WHAT YOU ARE ASKED TO DO:
Write out each record exactly and skip every image.

(Saved entries)
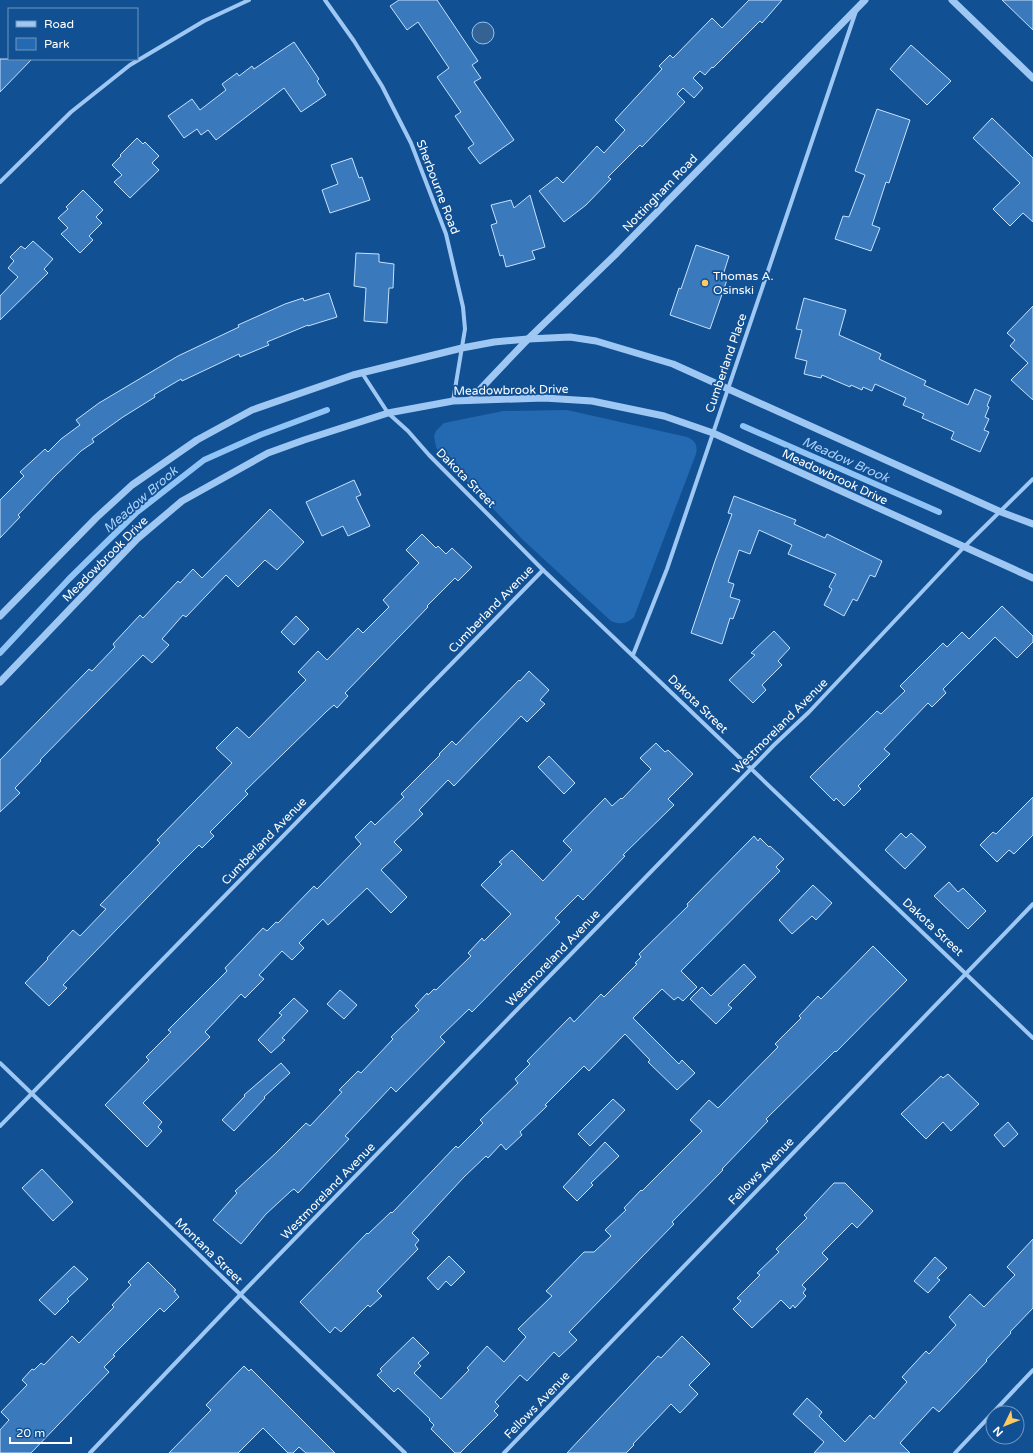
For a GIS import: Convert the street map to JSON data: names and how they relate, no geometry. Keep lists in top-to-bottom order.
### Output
{
  "streets": {
    "street": [
      "Sherbourne Road",
      "Nottingham Road",
      "Cumberland Place",
      "Meadowbrook Drive",
      "Dakota Street",
      "Cumberland Avenue",
      "Westmoreland Avenue",
      "Fellows Avenue",
      "Montana Street"
    ]
  },
  "crossings": [
    ["Sherbourne Road", "Meadowbrook Drive"],
    ["Nottingham Road", "Cumberland Place"],
    ["Nottingham Road", "Meadowbrook Drive"],
    ["Cumberland Place", "Meadowbrook Drive"],
    ["Cumberland Place", "Dakota Street"],
    ["Meadowbrook Drive", "Dakota Street"],
    ["Meadowbrook Drive", "Westmoreland Avenue"],
    ["Dakota Street", "Cumberland Avenue"],
    ["Dakota Street", "Westmoreland Avenue"],
    ["Dakota Street", "Fellows Avenue"],
    ["Cumberland Avenue", "Montana Street"],
    ["Westmoreland Avenue", "Montana Street"]
  ],
  "water": ["Meadow Brook"],
  "places": ["Thomas A. Osinski"],
  "legend": ["Road", "Park"],
  "scale_bar": "20 m",
  "north": "bottom left"
}
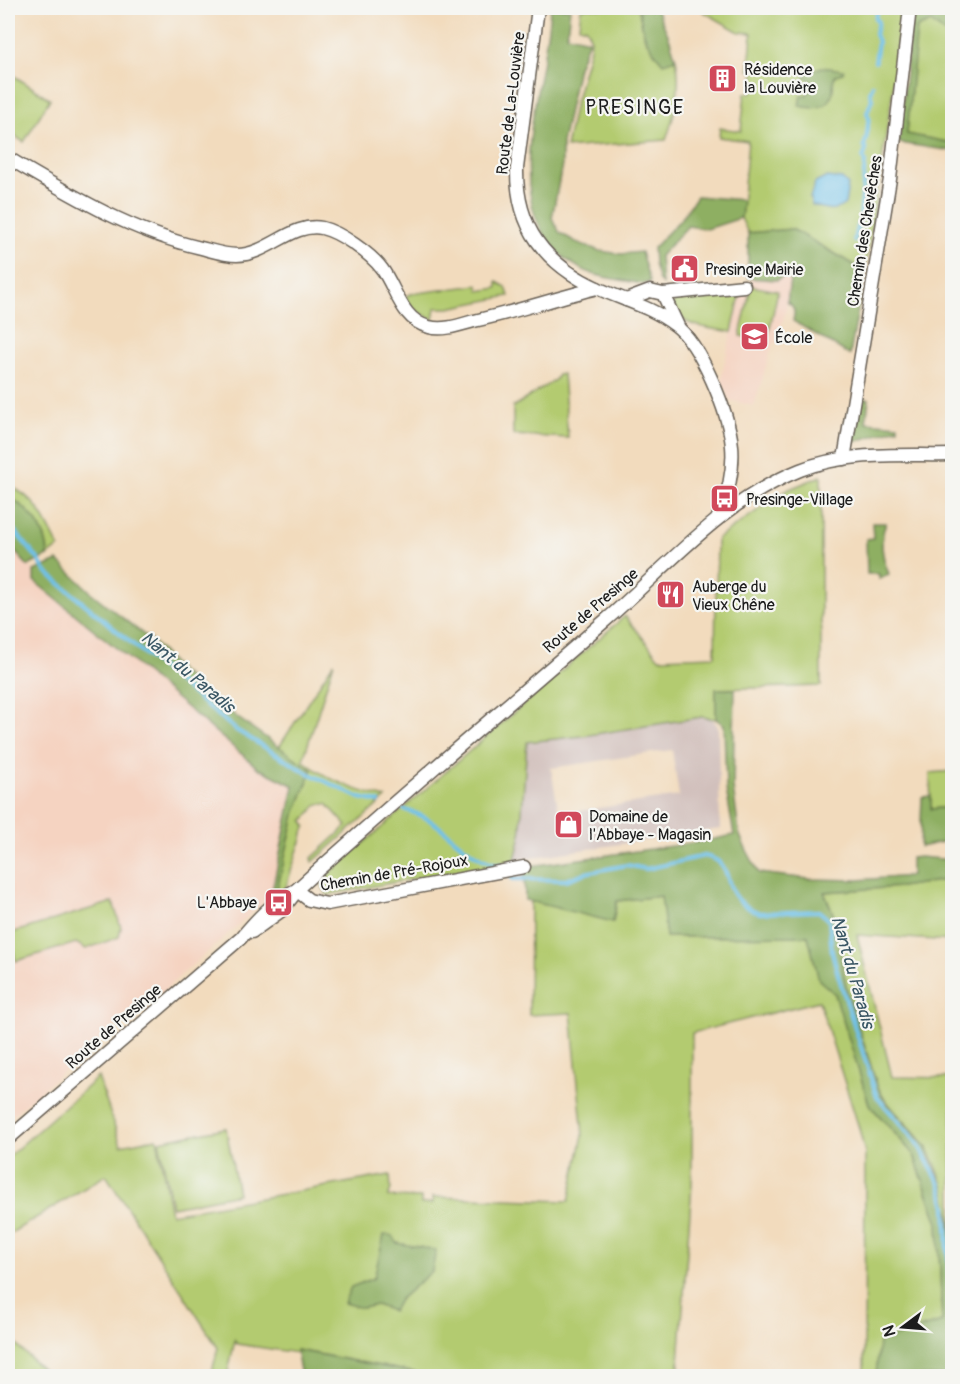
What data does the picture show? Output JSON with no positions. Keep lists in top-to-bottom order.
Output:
{
  "streets": {
    "street": [
      "Route de La-Louvière",
      "Chemin des Chevêches",
      "Route de Presinge",
      "Chemin de Pré-Rojoux"
    ]
  },
  "crossings": [
    ["Route de La-Louvière", "Route de Presinge"],
    ["Chemin des Chevêches", "Route de Presinge"],
    ["Route de Presinge", "Chemin de Pré-Rojoux"]
  ],
  "districts": ["PRESINGE"],
  "water": ["Nant du Paradis"],
  "places": {
    "building": ["Résidence la Louvière"],
    "public building": ["Presinge Mairie"],
    "school or university": ["École"],
    "bus stop": ["Presinge-Village", "L'Abbaye"],
    "restaurant": ["Auberge du Vieux Chêne"],
    "shop": ["Domaine de l'Abbaye - Magasin"]
  },
  "north": "left"
}
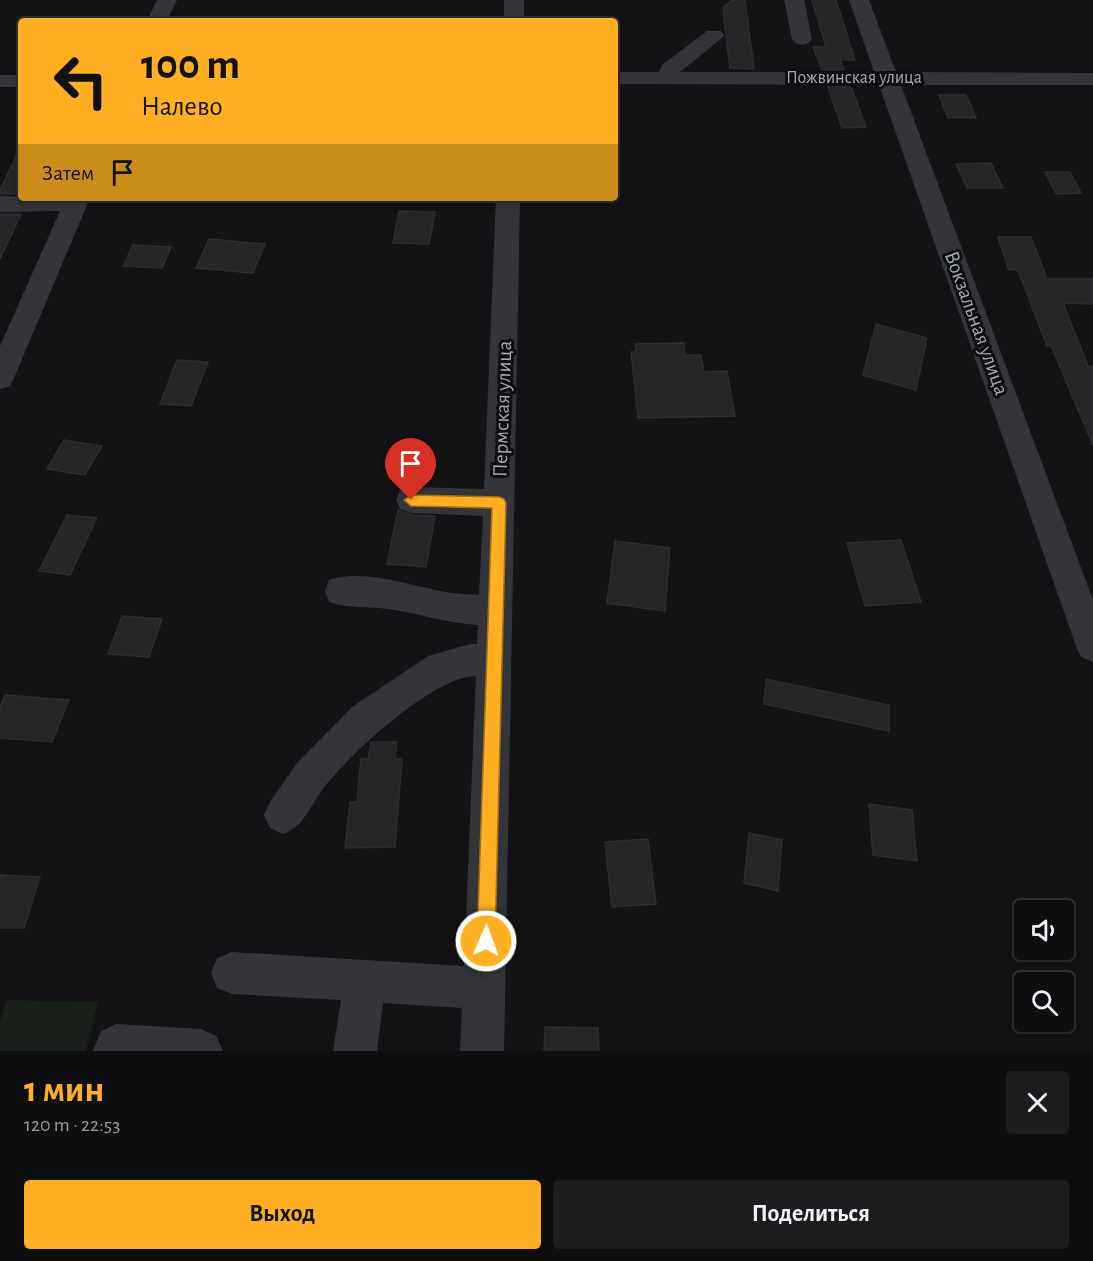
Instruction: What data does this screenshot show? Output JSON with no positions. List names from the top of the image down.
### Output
{
  "streets": {
    "street": ["Пожвинская улица", "Вокзальная улица", "Пермская улица"]
  },
  "crossings": [
    ["Пожвинская улица", "Вокзальная улица"]
  ],
  "page": {
    "turn": ["100 m", "Налево"],
    "then": "Затем",
    "heading": ["1 мин", "120 m · 22:53"],
    "buttons": ["Выход", "Поделиться"]
  }
}
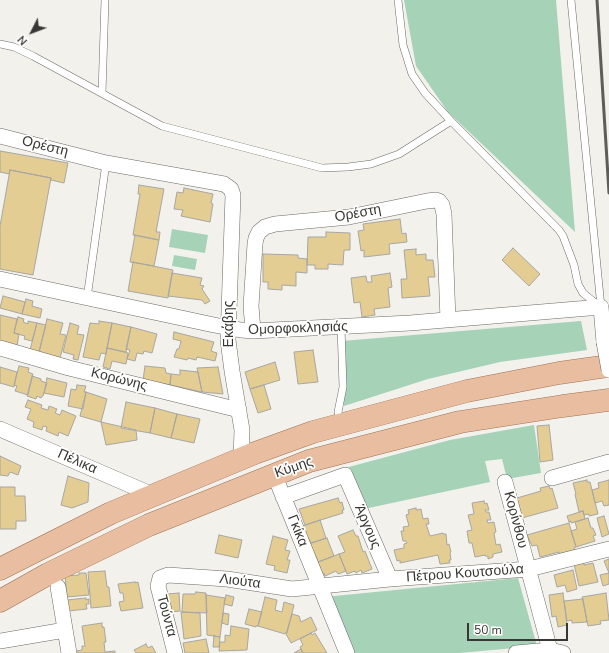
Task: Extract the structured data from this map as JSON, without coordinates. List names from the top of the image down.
{
  "streets": {
    "main road": ["Κύμης"],
    "street": [
      "Ορέστη",
      "Εκάβης",
      "Ομορφοκλησιάς",
      "Κορώνης",
      "Πέλικα",
      "Κορίνθου",
      "Άργους",
      "Γκίκα",
      "Πέτρου Κουτσούλα",
      "Λιούτα",
      "Τούντα"
    ]
  },
  "crossings": [
    ["Ορέστη", "Εκάβης"],
    ["Ορέστη", "Ομορφοκλησιάς"],
    ["Εκάβης", "Ομορφοκλησιάς"],
    ["Εκάβης", "Κορώνης"],
    ["Εκάβης", "Κύμης"],
    ["Πέλικα", "Κύμης"],
    ["Κύμης", "Γκίκα"],
    ["Κορίνθου", "Πέτρου Κουτσούλα"],
    ["Άργους", "Γκίκα"],
    ["Άργους", "Πέτρου Κουτσούλα"],
    ["Γκίκα", "Πέτρου Κουτσούλα"],
    ["Γκίκα", "Λιούτα"],
    ["Πέτρου Κουτσούλα", "Λιούτα"],
    ["Λιούτα", "Τούντα"]
  ],
  "scale_bar": "50 m",
  "north": "bottom left"
}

EXERCISE RESULT:
For a GIS import: Convert the street map to JSON data: names and how they relate, no geometry. Keep lists in top-to-bottom order.
### Output
{
  "streets": {
    "street": [
      "Sherbourne Road",
      "Nottingham Road",
      "Cumberland Place",
      "Meadowbrook Drive",
      "Dakota Street",
      "Cumberland Avenue",
      "Westmoreland Avenue",
      "Fellows Avenue",
      "Montana Street"
    ]
  },
  "crossings": [
    ["Sherbourne Road", "Meadowbrook Drive"],
    ["Nottingham Road", "Cumberland Place"],
    ["Nottingham Road", "Meadowbrook Drive"],
    ["Cumberland Place", "Meadowbrook Drive"],
    ["Cumberland Place", "Dakota Street"],
    ["Meadowbrook Drive", "Dakota Street"],
    ["Meadowbrook Drive", "Westmoreland Avenue"],
    ["Dakota Street", "Cumberland Avenue"],
    ["Dakota Street", "Westmoreland Avenue"],
    ["Dakota Street", "Fellows Avenue"],
    ["Cumberland Avenue", "Montana Street"],
    ["Westmoreland Avenue", "Montana Street"]
  ],
  "water": ["Meadow Brook"],
  "places": ["Thomas A. Osinski"],
  "legend": ["Road", "Park"],
  "scale_bar": "20 m",
  "north": "bottom left"
}
What data does the picture show? Output JSON with no positions. Keep lists in top-to-bottom order.
Output:
{
  "streets": {
    "street": [
      "Route de La-Louvière",
      "Chemin des Chevêches",
      "Route de Presinge",
      "Chemin de Pré-Rojoux"
    ]
  },
  "crossings": [
    ["Route de La-Louvière", "Route de Presinge"],
    ["Chemin des Chevêches", "Route de Presinge"],
    ["Route de Presinge", "Chemin de Pré-Rojoux"]
  ],
  "districts": ["PRESINGE"],
  "water": ["Nant du Paradis"],
  "places": {
    "building": ["Résidence la Louvière"],
    "public building": ["Presinge Mairie"],
    "school or university": ["École"],
    "bus stop": ["Presinge-Village", "L'Abbaye"],
    "restaurant": ["Auberge du Vieux Chêne"],
    "shop": ["Domaine de l'Abbaye - Magasin"]
  },
  "north": "left"
}
Instruction: What data does this screenshot show? Output JSON with no positions. List names from the top of the image down.
### Output
{
  "streets": {
    "street": ["Пожвинская улица", "Вокзальная улица", "Пермская улица"]
  },
  "crossings": [
    ["Пожвинская улица", "Вокзальная улица"]
  ],
  "page": {
    "turn": ["100 m", "Налево"],
    "then": "Затем",
    "heading": ["1 мин", "120 m · 22:53"],
    "buttons": ["Выход", "Поделиться"]
  }
}
Task: Extract the structured data from this map as JSON, without coordinates. List names from the top of the image down.
{
  "streets": {
    "main road": ["Κύμης"],
    "street": [
      "Ορέστη",
      "Εκάβης",
      "Ομορφοκλησιάς",
      "Κορώνης",
      "Πέλικα",
      "Κορίνθου",
      "Άργους",
      "Γκίκα",
      "Πέτρου Κουτσούλα",
      "Λιούτα",
      "Τούντα"
    ]
  },
  "crossings": [
    ["Ορέστη", "Εκάβης"],
    ["Ορέστη", "Ομορφοκλησιάς"],
    ["Εκάβης", "Ομορφοκλησιάς"],
    ["Εκάβης", "Κορώνης"],
    ["Εκάβης", "Κύμης"],
    ["Πέλικα", "Κύμης"],
    ["Κύμης", "Γκίκα"],
    ["Κορίνθου", "Πέτρου Κουτσούλα"],
    ["Άργους", "Γκίκα"],
    ["Άργους", "Πέτρου Κουτσούλα"],
    ["Γκίκα", "Πέτρου Κουτσούλα"],
    ["Γκίκα", "Λιούτα"],
    ["Πέτρου Κουτσούλα", "Λιούτα"],
    ["Λιούτα", "Τούντα"]
  ],
  "scale_bar": "50 m",
  "north": "bottom left"
}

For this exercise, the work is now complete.